*** Data shown ***

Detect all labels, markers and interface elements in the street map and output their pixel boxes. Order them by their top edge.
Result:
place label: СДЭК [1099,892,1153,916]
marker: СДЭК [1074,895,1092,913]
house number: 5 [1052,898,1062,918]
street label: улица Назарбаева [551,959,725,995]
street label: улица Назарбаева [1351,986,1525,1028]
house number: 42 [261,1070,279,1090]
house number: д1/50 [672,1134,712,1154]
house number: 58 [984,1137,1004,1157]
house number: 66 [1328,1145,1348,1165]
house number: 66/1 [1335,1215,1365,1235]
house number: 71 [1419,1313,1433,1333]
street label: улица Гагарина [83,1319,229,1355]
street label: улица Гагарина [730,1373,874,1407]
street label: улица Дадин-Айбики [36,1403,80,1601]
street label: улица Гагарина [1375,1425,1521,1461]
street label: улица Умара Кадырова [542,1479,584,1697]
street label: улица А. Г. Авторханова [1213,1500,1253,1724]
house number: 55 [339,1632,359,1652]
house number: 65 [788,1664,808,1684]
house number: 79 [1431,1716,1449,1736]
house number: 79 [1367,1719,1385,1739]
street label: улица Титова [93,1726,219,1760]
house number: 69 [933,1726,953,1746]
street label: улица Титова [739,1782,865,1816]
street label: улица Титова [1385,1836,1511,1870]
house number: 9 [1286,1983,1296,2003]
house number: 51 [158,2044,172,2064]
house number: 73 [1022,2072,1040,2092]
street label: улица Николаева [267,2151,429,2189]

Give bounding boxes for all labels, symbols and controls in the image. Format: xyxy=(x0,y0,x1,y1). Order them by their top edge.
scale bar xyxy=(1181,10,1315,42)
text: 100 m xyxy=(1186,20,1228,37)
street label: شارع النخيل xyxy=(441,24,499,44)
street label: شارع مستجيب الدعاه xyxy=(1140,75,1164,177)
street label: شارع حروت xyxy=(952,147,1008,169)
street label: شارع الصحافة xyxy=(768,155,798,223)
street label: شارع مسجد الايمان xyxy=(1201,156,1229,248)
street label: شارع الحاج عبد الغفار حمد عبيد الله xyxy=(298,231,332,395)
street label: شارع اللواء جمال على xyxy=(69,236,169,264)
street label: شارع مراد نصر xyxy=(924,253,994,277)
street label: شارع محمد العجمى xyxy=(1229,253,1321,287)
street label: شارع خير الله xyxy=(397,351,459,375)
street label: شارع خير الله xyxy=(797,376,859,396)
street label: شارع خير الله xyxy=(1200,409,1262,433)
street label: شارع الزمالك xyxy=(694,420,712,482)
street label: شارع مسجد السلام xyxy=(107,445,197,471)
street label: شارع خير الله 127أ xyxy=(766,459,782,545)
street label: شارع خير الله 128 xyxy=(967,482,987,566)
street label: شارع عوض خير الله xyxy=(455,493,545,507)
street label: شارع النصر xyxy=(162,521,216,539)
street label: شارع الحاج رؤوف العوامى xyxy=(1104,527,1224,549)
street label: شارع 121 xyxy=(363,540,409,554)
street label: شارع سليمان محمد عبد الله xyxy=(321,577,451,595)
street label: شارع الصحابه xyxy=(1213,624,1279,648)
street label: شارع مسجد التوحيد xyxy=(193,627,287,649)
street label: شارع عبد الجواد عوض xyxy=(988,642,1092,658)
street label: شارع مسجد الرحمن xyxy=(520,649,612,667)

*** End of Data shown ***

Copy here each line of the preceding records with "them" in it.

_Your response:_
Detect all labels, markers and interface elements in the street map and output their pixel boxes. Order them by their top edge.
Give bounding boxes for all labels, symbols and controls in the image. Format: xyxy=(x0,y0,x1,y1). Order them by their top edge.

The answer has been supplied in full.